I have alluded to this before, but medical students rarely do Semester at Sea, and when they do, they are usually there for a short while. For example, the few medical students from the University of Virginia who spend a few weeks on the tropical leg of a Spring voyage; or inter-port students, like the Indian medical student who sailed with us from Myanmar to India.
The reason for this is three-fold: for one, SAS students are mostly undergraduate, and mostly from the USA, where medicine is a postgraduate degree. Secondly, the nature of medicine is such that it is very hard to leave temporarily to another institution – not to mention the difficulty in arranging to “miss” practical rotations. Lastly, I’ve not yet seen any SAS courses that are accepted for medical accreditation.
But I was insistent that I wanted to do SAS – so this is how I did it. (This is kind of my approach to any unorthodox endeavour that I really want to do.)
Figure out the realm of possibility
At first glance, people familiar with my school would say it is impossible to disappear for four months without delaying graduation. In fact, they still think it is, because our school is known for being strict. For many of our years of study, it certainly is, but after some thinking I figured this out:
IMPOSSIBLE: My year would have three theory courses in the four months of absence. I needed them all to continue to Student Internship – we don’t have any optionals.
POSSIBLE: I could do them via the internet as a kind of distance learning if my proposal was convincing enough.
IMPOSSIBLE: One of those classes (Bioethics) had compulsory class-attendance, as mandated by the HPCSA. I could not graduate without perfect attendance.
POSSIBLE: There was also a bioethics class on my voyage, so perhaps that could make up for it. I would still have to do my own school’s assessment and projects, but I could prove that I had attended Bioethics classes.
IMPOSSIBLE: I would have eight weeks of practical rotations while away, which I would miss. If not completed by August I would forfeit my on-time graduation.
POSSIBLE: Because fifth year is a year with an elective period, I could do SAS as an elective, then use those four weeks when I returned for my rotations-catch-up.
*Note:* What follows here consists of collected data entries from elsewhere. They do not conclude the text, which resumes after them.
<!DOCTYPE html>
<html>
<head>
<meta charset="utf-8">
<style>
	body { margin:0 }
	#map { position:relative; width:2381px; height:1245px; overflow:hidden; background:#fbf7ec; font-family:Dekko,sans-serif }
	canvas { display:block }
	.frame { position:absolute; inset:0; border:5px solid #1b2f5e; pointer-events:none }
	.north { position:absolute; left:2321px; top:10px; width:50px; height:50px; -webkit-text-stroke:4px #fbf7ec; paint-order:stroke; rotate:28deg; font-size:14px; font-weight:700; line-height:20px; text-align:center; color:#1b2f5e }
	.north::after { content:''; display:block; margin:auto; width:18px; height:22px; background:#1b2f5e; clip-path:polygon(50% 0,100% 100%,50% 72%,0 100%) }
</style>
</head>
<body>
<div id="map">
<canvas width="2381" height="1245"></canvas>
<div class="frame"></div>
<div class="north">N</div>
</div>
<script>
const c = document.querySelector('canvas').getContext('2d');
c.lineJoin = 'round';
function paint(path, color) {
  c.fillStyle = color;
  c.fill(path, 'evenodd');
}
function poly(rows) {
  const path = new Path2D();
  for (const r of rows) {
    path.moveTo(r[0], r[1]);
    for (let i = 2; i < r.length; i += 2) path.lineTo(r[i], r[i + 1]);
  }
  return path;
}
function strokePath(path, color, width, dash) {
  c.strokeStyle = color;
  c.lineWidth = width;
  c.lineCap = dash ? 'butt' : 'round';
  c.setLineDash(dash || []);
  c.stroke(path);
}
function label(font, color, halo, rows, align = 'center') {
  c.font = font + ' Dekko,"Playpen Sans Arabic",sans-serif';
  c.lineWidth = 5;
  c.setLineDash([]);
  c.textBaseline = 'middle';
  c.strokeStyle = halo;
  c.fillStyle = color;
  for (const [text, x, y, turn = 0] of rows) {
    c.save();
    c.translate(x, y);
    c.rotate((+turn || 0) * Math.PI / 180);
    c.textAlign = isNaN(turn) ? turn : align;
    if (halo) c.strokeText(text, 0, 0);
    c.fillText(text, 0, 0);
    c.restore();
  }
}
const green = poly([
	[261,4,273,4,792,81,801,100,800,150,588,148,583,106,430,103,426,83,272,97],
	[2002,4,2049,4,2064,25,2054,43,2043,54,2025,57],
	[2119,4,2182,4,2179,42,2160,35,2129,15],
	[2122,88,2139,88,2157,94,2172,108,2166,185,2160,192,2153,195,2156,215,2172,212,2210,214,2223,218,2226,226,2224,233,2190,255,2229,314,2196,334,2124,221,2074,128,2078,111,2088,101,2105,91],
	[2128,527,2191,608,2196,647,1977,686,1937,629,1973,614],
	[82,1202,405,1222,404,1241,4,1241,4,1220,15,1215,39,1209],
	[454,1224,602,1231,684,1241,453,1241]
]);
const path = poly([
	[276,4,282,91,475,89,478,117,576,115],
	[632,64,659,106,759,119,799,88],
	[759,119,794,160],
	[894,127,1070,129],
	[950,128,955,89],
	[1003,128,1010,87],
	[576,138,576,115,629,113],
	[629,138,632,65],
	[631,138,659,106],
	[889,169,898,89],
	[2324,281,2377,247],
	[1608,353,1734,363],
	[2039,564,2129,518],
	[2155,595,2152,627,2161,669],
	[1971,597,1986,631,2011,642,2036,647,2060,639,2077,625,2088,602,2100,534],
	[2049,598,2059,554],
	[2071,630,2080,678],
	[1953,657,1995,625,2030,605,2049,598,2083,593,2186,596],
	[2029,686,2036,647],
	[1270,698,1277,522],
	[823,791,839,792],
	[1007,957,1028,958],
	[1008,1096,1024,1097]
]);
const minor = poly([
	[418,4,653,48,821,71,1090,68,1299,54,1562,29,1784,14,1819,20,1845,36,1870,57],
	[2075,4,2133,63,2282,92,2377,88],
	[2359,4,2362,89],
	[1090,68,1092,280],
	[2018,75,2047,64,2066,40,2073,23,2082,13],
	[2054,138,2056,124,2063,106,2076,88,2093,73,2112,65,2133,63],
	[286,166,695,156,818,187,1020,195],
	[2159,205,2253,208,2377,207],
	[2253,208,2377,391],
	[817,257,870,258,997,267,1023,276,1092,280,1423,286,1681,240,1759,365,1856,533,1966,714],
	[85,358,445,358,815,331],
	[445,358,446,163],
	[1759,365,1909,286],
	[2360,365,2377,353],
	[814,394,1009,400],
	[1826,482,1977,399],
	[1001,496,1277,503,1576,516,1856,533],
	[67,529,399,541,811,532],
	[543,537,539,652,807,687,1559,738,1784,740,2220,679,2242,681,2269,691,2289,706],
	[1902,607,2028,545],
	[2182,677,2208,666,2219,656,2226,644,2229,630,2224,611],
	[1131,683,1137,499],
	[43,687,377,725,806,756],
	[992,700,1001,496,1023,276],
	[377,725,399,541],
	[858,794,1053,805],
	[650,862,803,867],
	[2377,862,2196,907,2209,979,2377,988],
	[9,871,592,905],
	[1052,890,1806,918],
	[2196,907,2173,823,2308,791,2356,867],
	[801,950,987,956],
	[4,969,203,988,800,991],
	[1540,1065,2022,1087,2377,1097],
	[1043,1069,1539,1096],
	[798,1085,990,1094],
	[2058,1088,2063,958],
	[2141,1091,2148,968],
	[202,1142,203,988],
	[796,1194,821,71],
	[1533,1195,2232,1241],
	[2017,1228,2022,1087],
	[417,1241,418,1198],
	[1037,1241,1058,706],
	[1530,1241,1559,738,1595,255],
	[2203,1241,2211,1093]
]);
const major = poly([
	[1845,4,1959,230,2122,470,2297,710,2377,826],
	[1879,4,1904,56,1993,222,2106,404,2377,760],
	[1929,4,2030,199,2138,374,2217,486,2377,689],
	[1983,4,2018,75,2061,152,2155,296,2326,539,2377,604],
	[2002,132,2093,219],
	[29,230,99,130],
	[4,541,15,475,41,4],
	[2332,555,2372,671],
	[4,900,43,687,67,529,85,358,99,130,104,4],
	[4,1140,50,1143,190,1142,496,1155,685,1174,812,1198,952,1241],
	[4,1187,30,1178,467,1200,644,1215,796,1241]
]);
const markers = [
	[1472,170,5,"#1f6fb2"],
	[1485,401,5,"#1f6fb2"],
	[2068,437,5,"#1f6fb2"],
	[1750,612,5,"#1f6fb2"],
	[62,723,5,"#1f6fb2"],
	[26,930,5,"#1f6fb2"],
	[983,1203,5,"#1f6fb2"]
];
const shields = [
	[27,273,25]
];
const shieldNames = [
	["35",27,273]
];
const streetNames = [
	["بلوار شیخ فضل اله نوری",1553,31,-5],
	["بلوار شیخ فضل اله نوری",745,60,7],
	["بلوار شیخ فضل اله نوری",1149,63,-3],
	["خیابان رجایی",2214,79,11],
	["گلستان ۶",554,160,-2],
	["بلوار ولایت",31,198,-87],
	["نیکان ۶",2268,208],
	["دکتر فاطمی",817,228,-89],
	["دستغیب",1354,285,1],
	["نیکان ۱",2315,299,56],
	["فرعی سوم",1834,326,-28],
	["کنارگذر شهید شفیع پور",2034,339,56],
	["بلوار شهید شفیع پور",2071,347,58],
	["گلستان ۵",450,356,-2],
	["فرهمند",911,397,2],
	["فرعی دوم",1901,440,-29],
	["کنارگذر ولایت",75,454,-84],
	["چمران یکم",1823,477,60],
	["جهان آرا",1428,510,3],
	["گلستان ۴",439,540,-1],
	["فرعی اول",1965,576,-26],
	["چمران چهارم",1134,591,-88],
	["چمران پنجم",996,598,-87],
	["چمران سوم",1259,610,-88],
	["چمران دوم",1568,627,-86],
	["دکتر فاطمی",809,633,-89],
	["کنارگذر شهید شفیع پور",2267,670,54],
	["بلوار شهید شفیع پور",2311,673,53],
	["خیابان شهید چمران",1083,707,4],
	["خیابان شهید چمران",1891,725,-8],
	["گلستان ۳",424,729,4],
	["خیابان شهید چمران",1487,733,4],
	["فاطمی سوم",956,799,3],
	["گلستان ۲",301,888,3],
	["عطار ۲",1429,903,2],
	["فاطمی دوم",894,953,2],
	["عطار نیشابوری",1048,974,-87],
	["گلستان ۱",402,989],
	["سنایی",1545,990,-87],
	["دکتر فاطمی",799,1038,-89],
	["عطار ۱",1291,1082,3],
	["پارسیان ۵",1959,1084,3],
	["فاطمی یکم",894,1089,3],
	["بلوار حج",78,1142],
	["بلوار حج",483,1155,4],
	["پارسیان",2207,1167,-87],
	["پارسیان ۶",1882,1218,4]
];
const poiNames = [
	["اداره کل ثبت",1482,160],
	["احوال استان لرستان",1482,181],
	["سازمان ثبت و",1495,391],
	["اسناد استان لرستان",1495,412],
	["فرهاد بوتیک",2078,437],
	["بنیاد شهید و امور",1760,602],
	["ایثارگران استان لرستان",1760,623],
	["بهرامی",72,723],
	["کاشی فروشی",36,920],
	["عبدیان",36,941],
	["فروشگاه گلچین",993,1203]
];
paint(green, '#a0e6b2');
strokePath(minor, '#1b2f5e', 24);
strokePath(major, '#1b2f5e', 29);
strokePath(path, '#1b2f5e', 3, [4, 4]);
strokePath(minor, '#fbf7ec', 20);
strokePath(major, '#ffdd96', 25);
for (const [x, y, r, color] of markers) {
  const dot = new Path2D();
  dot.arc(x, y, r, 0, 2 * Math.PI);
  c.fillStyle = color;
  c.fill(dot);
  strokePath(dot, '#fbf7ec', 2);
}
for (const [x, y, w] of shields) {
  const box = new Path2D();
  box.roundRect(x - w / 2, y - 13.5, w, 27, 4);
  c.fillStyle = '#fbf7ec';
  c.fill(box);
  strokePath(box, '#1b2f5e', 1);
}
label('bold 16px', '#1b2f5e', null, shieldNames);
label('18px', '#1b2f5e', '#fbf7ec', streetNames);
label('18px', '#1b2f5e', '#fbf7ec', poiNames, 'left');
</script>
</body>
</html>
Additionally we had two weeks of holiday and two weeks study-time. I would also use those to do rotation catch-up.
Talk to the right people
A lot of getting things organized in any bureaucracy is knowing which chains of command to follow – and knowing who is friendly. I learned this in student government.
I first spoke to our assistant registrar, to confirm that my plans were possible albeit difficult, and to find out if I could have her support. She was excited with me right from the start, and helped me to plan a course of action.
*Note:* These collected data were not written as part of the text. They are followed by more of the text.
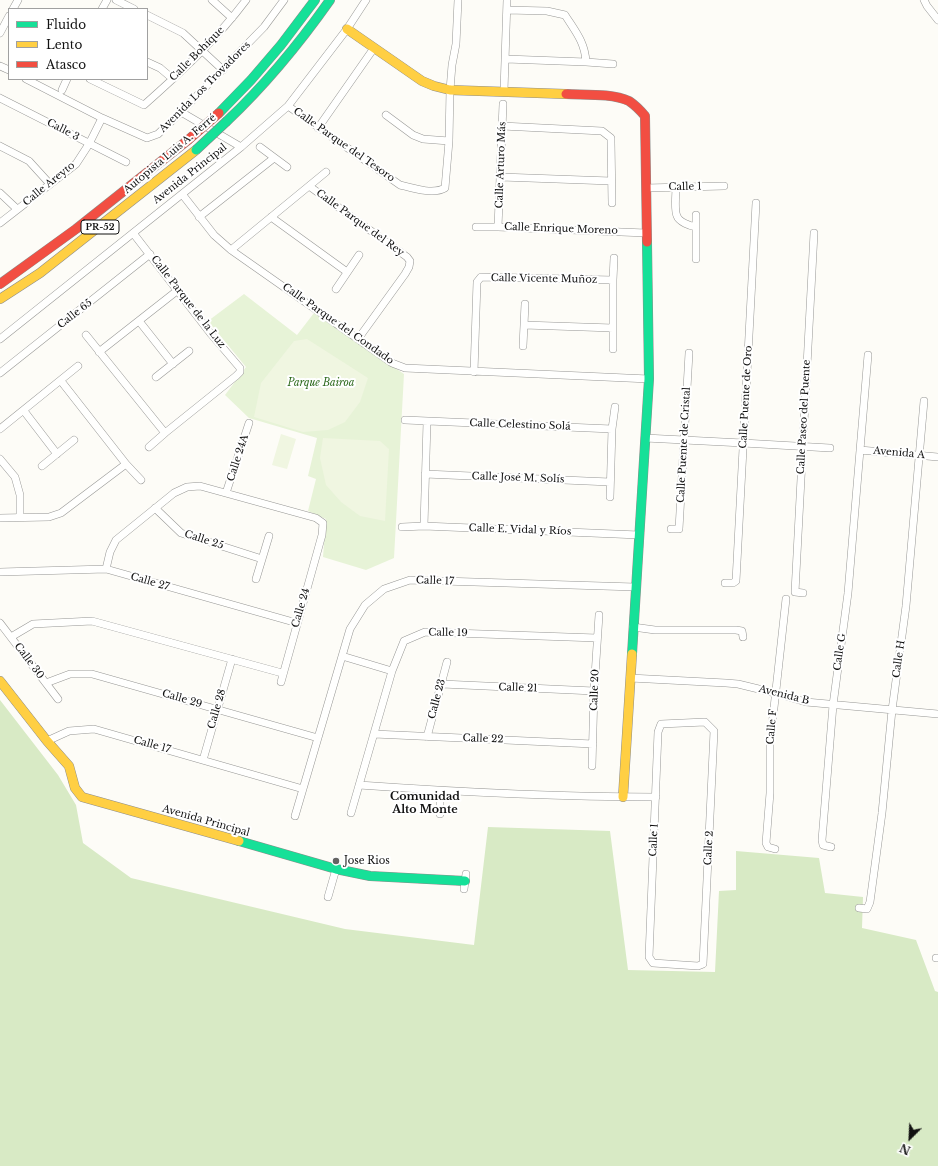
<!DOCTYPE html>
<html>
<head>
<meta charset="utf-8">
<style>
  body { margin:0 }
  #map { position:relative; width:938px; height:1166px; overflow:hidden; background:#fdfcf7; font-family:"Libre Baskerville",serif }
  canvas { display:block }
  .legend { position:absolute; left:8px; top:8px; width:140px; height:72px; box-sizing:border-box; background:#fff; border:1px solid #a0a0a0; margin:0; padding:5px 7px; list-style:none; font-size:12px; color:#111 }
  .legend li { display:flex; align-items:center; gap:8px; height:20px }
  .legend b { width:20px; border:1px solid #a0a0a0 }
  .north { position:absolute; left:890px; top:1118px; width:40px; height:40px; -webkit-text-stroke:3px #fff; paint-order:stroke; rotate:204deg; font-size:11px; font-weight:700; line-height:16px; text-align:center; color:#111 }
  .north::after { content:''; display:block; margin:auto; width:14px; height:18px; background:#111; clip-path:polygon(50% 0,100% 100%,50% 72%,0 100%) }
</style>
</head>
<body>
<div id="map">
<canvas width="938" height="1166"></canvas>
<ul class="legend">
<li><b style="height:5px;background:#16e098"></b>Fluido</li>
<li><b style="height:5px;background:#ffcf43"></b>Lento</li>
<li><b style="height:5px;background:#f24e42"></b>Atasco</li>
</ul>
<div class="north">N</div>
</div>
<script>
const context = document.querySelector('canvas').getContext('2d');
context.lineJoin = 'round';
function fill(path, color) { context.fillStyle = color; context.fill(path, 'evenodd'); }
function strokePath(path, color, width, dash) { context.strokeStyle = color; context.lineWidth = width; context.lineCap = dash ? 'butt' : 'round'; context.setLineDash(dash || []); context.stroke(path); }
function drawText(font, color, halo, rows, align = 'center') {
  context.font = font + ' "Libre Baskerville",serif'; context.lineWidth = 4; context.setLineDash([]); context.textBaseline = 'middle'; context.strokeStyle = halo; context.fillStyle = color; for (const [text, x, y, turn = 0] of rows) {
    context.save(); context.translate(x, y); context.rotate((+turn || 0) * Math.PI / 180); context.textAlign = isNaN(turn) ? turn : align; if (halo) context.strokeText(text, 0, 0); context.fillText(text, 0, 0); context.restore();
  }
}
fill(new Path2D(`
  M 244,294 L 297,335 L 314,313 L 404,374 L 394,558 L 366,570 L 323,557 L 326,519 L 308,511 L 316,479 L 308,476 L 317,438 L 249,418 L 225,395 L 246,367 L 208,321 Z`), '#e7f3d7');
fill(new Path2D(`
  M 0,700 L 58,775 L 76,805 L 83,843 L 131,878 L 345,929 L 474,945 L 488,827 L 610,831 L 628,970 L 715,972 L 719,891 L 736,890 L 736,851 L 819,858 L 825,893 L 863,897 L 862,928 L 916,940 L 935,991 L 938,992 L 938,1166 L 0,1166 Z`), '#d8eac5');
fill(new Path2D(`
  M 307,339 L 368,378 L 360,402 L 345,422 L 328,430 L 303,432 L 254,417 L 261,383 L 294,341 Z
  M 281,434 L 296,439 L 287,469 L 272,465 Z
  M 323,438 L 380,441 L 389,449 L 385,521 L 360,516 L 341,502 L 326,485 L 320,458 Z`), '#f0f6e1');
const street = new Path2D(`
  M 116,0 L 134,9
  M 212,0 L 232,18
  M 924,0 L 927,6 L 938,20
  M 13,9 L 18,0
  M 102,9 L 107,0
  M 507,10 L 547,11 L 565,15 C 575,31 585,42 586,62
  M 147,15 L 183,33 L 223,70
  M 0,33 L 9,16
  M 506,59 L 586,62 L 613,64
  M 147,62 L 160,68 L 173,79
  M 0,66 L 9,70
  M 26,79 L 102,118 L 147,138 L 158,134 L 181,112 L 264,27 L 284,0
  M 90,79 L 144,105 C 180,73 217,39 246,0
  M 62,90 L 67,79
  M 504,91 L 507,0
  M 0,98 L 126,162
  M 288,106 L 400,185 C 412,188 433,195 445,188 L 449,141 L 450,90 L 452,65 L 456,44 L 458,0
  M 181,112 L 241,147
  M 386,115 L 413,135 L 423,139 L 449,141
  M 502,126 L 602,131 L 611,138 L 611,142 L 612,203
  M 318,128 L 374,48
  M 0,146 L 29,161 L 49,183
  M 260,147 L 287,167
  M 501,177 L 611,181
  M 309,186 L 407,257 L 410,261 L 409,267 L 405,274 L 358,339
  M 676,187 C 676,194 674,210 677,216 C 679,222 690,226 696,227
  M 646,188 L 724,186
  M 0,193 L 17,209
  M 182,194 L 214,235 L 231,250 L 392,363 L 405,368 L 649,379
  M 199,217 L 274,158
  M 271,217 L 347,272
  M 0,223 L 76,164 L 89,144 L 102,118
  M 476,227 L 498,227 L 646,233
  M 498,227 L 503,104
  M 133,233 L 211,334 L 240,368 L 240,372 L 236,376 L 165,433 L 149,447
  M 231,250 L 326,172
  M 696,259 L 696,215
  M 336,289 L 359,255
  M 139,321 L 173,364
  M 524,325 L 613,328
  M 86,335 L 165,433
  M 0,339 L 241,147 L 288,106 L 347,29 L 366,0
  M 523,346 L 525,304
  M 613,349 L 613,280 L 614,258
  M 99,352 L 178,290
  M 474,372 L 477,282 L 481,277 L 613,280
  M 0,373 L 150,254
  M 156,377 L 189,351
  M 61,381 L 126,464 L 141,480
  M 24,411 L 57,454
  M 405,420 L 612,429
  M 0,429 L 78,366
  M 645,438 L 743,443 L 830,448
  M 860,450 L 938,457
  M 0,459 L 15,477 L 20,495 L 20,517
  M 42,466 L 74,440
  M 425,474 L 610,482
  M 226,493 L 249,423
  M 610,497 L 612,429 L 615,407
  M 155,508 L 181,533 L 262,559
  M 0,518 L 49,517 L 61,513 L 126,464
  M 424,526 L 427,422
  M 402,527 L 424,526 L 639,535
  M 671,529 L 679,529 L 689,353
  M 106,569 L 110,552 L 116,540 L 174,493 L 187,487 L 200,486 L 316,518 L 323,523 L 322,535 L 281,682
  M 0,572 L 106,569 L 297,623
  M 256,579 L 269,536
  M 725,583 L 733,583 L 736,581 L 756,203
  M 803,593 L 795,592 L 814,233
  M 0,623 L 58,699
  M 633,627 L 655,630 L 736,630 L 742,631 L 743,637
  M 11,637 L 33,624 L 92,621 L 282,673
  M 342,656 L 392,671
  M 630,678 L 726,683 L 738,684 L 775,693 L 806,702 L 938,714
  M 46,683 L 70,674 L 92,674 L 318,738
  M 442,684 L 594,691
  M 705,722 L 714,731 L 703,964 L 698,966 L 653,963 L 649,957 L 658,732 L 661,724 Z
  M 374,734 L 593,744
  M 427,737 L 447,662
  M 47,741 L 69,731 L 94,729 L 303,789
  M 203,760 L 232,659
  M 592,766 L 594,691 L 599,615
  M 359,785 C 458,792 557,797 656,797
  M 351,813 L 392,671 L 404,641 L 425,632 L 597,638
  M 440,814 L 440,791
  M 295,816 L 350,629 L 365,605 L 384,589 L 410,580 L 635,587
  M 831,847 L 823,845 L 822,840 L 833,705 L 848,593 L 868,355
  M 775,849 L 768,847 L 766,843 L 770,793 L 770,744 L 786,599
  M 464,889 L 466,874
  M 328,897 L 336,869
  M 859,908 L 867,909 L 870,902 L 882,813 L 892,710 L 906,606 L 924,401
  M 936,958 L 938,958`);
const fast = new Path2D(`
  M 219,113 L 251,80 L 281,45 L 315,0
  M 227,121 C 266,84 299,44 330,0
  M 632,654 L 649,379 L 647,242
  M 239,841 L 336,869 L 370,876 L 465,881`);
const slow = new Path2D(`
  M 347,29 L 422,81 L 434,86 L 450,90 L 566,94
  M 0,299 L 40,273 L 196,150
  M 0,681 L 47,741 L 69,766 L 75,788 L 82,797 L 239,841
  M 623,797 L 632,654`);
const jam = new Path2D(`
  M 566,94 C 584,95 612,93 629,101 C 635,105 640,110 645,116 L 647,242
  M 0,284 L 76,229 L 188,140`);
strokePath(street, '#979795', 8);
strokePath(fast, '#8e8d8b', 10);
strokePath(slow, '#8e8d8b', 10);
strokePath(jam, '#8e8d8b', 10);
strokePath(street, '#fffffe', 7);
strokePath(fast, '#16e098', 9);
strokePath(slow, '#ffcf43', 9);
strokePath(jam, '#f24e42', 9);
const fastBridge = new Path2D(`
  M 196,150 L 227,121`);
const jamBridge = new Path2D(`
  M 188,140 L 219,113`);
strokePath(fastBridge, '#858482', 10, []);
strokePath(jamBridge, '#858482', 10, []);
strokePath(fastBridge, '#16e098', 9);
strokePath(jamBridge, '#f24e42', 9);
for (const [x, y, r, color] of [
  [336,861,4,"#646362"]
]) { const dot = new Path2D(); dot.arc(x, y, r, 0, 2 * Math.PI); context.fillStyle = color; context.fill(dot); strokePath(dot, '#fff', 1.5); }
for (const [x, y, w] of [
  [100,227,38]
]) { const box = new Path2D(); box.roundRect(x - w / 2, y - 7, w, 14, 3); context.fillStyle = '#fff'; context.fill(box); strokePath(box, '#111', 1); }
drawText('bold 9px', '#111', null, [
  ["PR-52",100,227]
]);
drawText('10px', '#111', '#fff', [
  ["Calle Bohíque",197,54,-45],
  ["Avenida Los Trovadores",205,87,-45],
  ["Calle 3",63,130,27],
  ["Calle Parque del Tesoro",344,145,35],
  ["Autopista Luis A. Ferré",170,154,-40],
  ["Calle Arturo Más",501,165,-88],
  ["Avenida Principal",190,174,-38],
  ["Calle Areyto",49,184,-39],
  ["Calle 1",685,187,-1],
  ["Calle Parque del Rey",360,223,36],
  ["Calle Enrique Moreno",561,229,2],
  ["Calle Vicente Muñoz",544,279,1],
  ["Calle Parque de la Luz",188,302,52],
  ["Calle 65",75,314,-38],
  ["Calle Parque del Condado",338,324,35],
  ["Calle Puente de Oro",746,397,-87],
  ["Calle Paseo del Puente",804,417,-87],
  ["Calle Celestino Solá",520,425,2],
  ["Calle Puente de Cristal",684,445,-87],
  ["Avenida A",899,453,5],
  ["Calle 24A",238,458,-72],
  ["Calle José M. Solís",518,478,2],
  ["Calle E. Vidal y Ríos",520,530,2],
  ["Calle 25",204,540,18],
  ["Calle 17",435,581,2],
  ["Calle 27",150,582,16],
  ["Calle 24",301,608,-74],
  ["Calle 19",448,633,1],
  ["Calle G",840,652,-82],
  ["Calle H",899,659,-82],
  ["Calle 30",29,661,53],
  ["Calle 21",518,688,2],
  ["Calle 20",595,690,-88],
  ["Avenida B",784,695,14],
  ["Calle 29",182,699,16],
  ["Calle 23",437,699,-75],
  ["Calle 28",217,709,-74],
  ["Calle F",772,727,-85],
  ["Calle 22",483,739,2],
  ["Calle 17",152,745,16],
  ["Avenida Principal",206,821,16],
  ["Calle 1",654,840,-87],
  ["Calle 2",709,848,-87]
]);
drawText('italic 10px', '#2f6b1f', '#fff', [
  ["Parque Bairoa",321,383]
]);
drawText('10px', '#111', '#fff', [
  ["Jose Rios",344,861]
], 'left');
drawText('bold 11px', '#111', '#fff', [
  ["Comunidad",425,797],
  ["Alto Monte",425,810]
]);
</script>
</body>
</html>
I then organised individual meetings with every professor and supervisor for my rotations, both theoretical and practical. Some were so excited about what I could learn from the start, while others needed a little more convincing. Eventually, I had everyone’s support.
An incredible effort was put into these meetings – I compiled a portfolio and proposal letter for every individual, along with examples of other times I went of the beaten track of medicine and still performed well. I wanted them to see that I had thought about every possible snag. I wanted it to be really difficult for them to say no.
Finally I spoke to the people who had the final say: our course convener, who then spoke to the deans, who then discussed the idea at their faculty council meetings. And finally I had the all-clear.
I made contact with the ship’s assistant academic dean, who would receive my tests from my university, proctor them when I was writing, and then send them back to the university.
As per SAS regulations, I had to take four classes through U.Va on the ship. At the beginning of the voyage, I made sure to talk to every professor that taught me – explaining that I was taking a double course load, and that there may be times that I could not attend class due to tests for my school. Fortunately that never happened, by it was good for them to know, and they always gave me advice for my side-projects.
Doing SAS as an elective meant I needed outcomes. I decided to combine my U.Va classes, and my explorations of the countries, in such a way to make it a Public Health/Research Elective, where I observed alternative healers and public health in each country.
It was not easy – I received confirmation of funding for SAS-proper less than a month from departure, so I did not have sufficient time to get ethical clearance for a decent research project. Thus the research ended up being more “visiting sites and soaking up as much information as possible” than true publishable research.
Internet on the ship was super-slow, so I could only download podcasts in the various countries. I was self-teaching pharmacology, which has never been my strong suit. I was also doing some group projects on my own.
My school wanted me to write my tests at the same time as my class back home, so once, when in Japan, I had to write a test at 21h00.
I returned to South Africa less than a week to my exams, which caused quite a bit of exam stress.
I don’t regret it. My grades turned out just fine, and I learned so much. I got to travel the world because my school was willing to try something completely new with and for me.
When I first heard about Semester at Sea, I thought there was no way that I would be allowed to have this experience. But just as Medicine can take you places, it need not keep you from going places. Sometimes, all it takes is some incredibly fine planning.